ADR Template

Architecture Decision Record. Use when you make a significant architectural choice with trade-offs. Never accept a decision without documented alternatives.

An ADR is the receipt for a decision that will outlast the moment of making it. It captures the context (what was true when you decided), the alternatives you weighed, the choice you made, and the consequences you accepted. Six months from now, when you (or a hiring panel reading ops-handbook) ask “why did we pick Iceberg?” — the ADR is the answer.

ADRs are append-only history. You don’t edit accepted ADRs to reflect new thinking; you write a new ADR that supersedes the old one. The chain of supersession is the artifact — it shows how your reasoning evolved as the platform did.

This template fits the broader ROOT discipline that decisions need to be traceable to be learnable. A decision without context is folklore; a decision with documented alternatives and trade-offs is a pattern you can apply again.

Template

Copy into ops-handbook/adrs/{NNNN}-{slug}.md:

---
title: "ADR NNNN: <decision>"
slug: NNNN-<slug>
tags: [adr]
status: proposed | accepted | superseded | deprecated
date: YYYY-MM-DD
supersedes: NNNN-<other>     # if applicable
superseded-by: NNNN-<other>  # if this is superseded later
---

# ADR NNNN: <decision in one sentence>

## Status

`accepted` (or `proposed` for in-flight, `superseded` once replaced)

## Context

What problem are we solving? What constraints exist? Why is this decision being made *now* and not later?

2-4 paragraphs. Concrete example:

> basecamp's lakehouse tier (Year 3) needs a table format for analytics workloads on top of MinIO. The format must support schema evolution, time-travel reads, and concurrent writers. Current state: no table format chosen; raw Parquet with directory-based partitioning is the placeholder. Constraints: single-operator homelab; must run on K3s with <16GB RAM headroom; must be Trino- and Spark-compatible.

## Decision

The decision in 1-2 sentences. Specific. No hedging.

> "We will use Iceberg as the table format for basecamp's lakehouse, with Nessie as the catalog."

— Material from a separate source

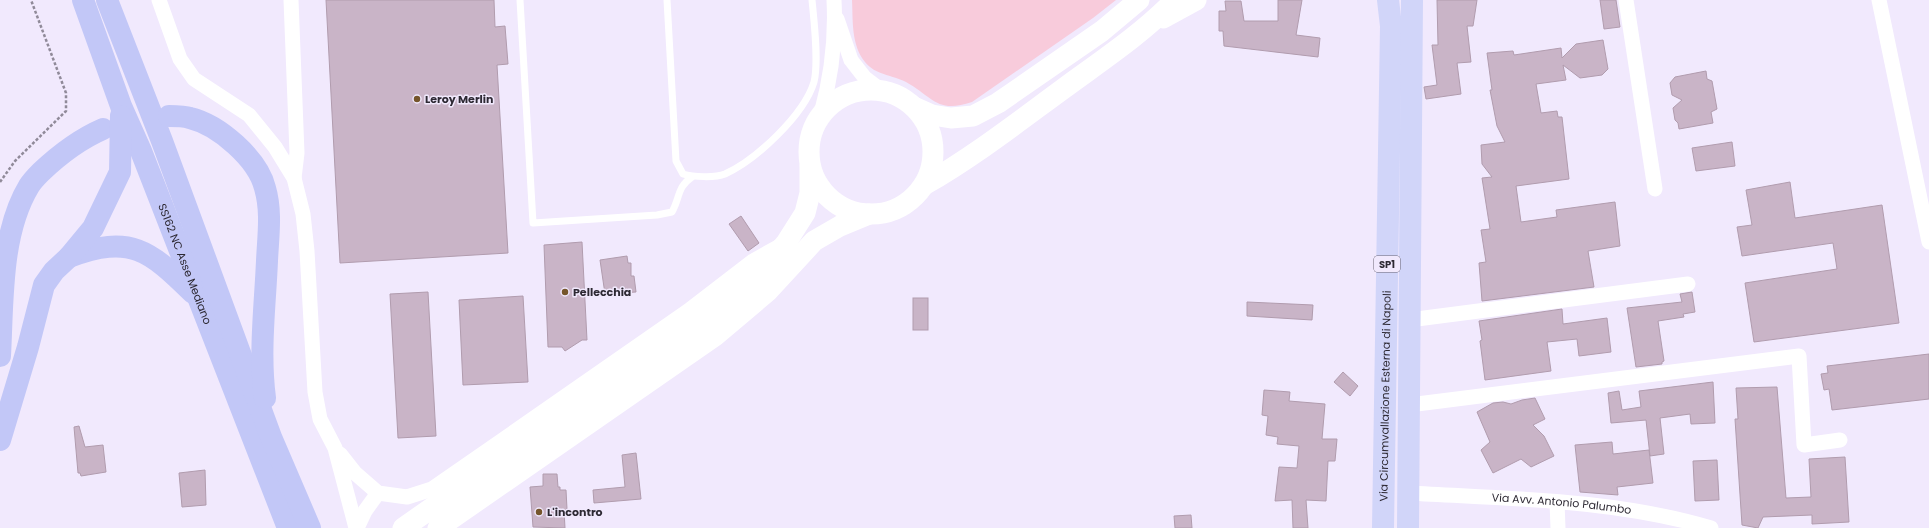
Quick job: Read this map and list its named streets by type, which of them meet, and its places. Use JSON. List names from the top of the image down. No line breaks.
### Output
{"streets":{"highway":["SS162 NC Asse Mediano"],"main road":["SP1","Via Circumvallazione Esterna di Napoli"],"street":["Via Avv. Antonio Palumbo"]},"crossings":[["Via Circumvallazione Esterna di Napoli","Via Avv. Antonio Palumbo"]],"places":["Leroy Merlin","Pellecchia","L'incontro"]}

## Alternatives considered

> **A decision without alternatives is not an ADR — it's a fait accompli. Force yourself to enumerate at least 2 alternatives.**

### Alternative 1: Delta Lake

- What it is: Databricks-originated table format with strong Spark integration
- Why it's a viable choice: mature, broad ecosystem, good time-travel
- Why we didn't pick it: catalog story is weaker outside Databricks; Trino support lags Iceberg by ~6 months; ROOT's Year 3 phase doc on lakehouse explicitly compares the two and the COMPARE step needs the more open ecosystem

### Alternative 2: Apache Hudi

- What it is: streaming-first table format with upsert semantics
- Why it's a viable choice: best-in-class for CDC ingestion patterns
- Why we didn't pick it: ROOT's Year 3 ingest is batch-first (Airflow + Spark); upsert workloads land in Year 4 and can revisit

### Alternative 3: Raw Parquet + directory partitioning

- What it is: the status quo placeholder
- Why it's a viable choice: zero new dependencies; lowest operational surface
- Why we didn't pick it: no schema evolution, no atomic commits, no time-travel — exactly the trade-offs the lakehouse pattern exists to solve

## Consequences

### Positive

- Schema evolution is a first-class operation, not a migration project
- Time-travel reads enable cheap "what did this table look like last Tuesday" debugging
- Trino and Spark both read Iceberg natively — the COMPARE step in Year 3 Phase 16 stays cheap

### Negative

- Nessie adds a JVM service to the platform tier; one more thing to monitor
- Iceberg metadata files accumulate; a `OPTIMIZE`/`VACUUM` cadence becomes a runbook
- Catalog migration if we ever swap Nessie for Polaris will be painful

### Neutral

- Storage cost is identical to raw Parquet (Iceberg is a metadata layer, not a new file format)
- Query performance is comparable to partitioned Parquet for the workloads we run

## When to revisit

Specific conditions that would make us reconsider:
- If basecamp adds 5+ analytics tenants and Nessie becomes a bottleneck
- If the Spark-Iceberg ergonomics change meaningfully in Iceberg v2 release
- If we hit the metadata-file-count ceiling and `OPTIMIZE` cadence exceeds 1hr/week
- If Year 4's ML workloads need upsert semantics that Iceberg can't deliver

## References

- Related ADR: [0001-minio-as-lakehouse-storage](#)
- Pattern: [../../patterns/data/table-formats.md](#)
- External: [Iceberg spec](https://iceberg.apache.org/spec/), [Nessie docs](https://projectnessie.org)

How to write a good ADR

Five rules:

Numbered + dated. ADRs are append-only history. Don’t renumber.
Context first, decision second. Future-you needs to know why this decision made sense at the time — not just what was decided.
At least 2 alternatives. No alternatives = no real decision. If you can’t name two plausible options, the decision isn’t ripe.
Specific consequences. Vague “improves maintainability” is not a consequence; “lets us swap Trino for Spark without changing storage” is.
When to revisit. Decisions age. Document the conditions that would reopen this one — that’s the difference between a decision and a dogma.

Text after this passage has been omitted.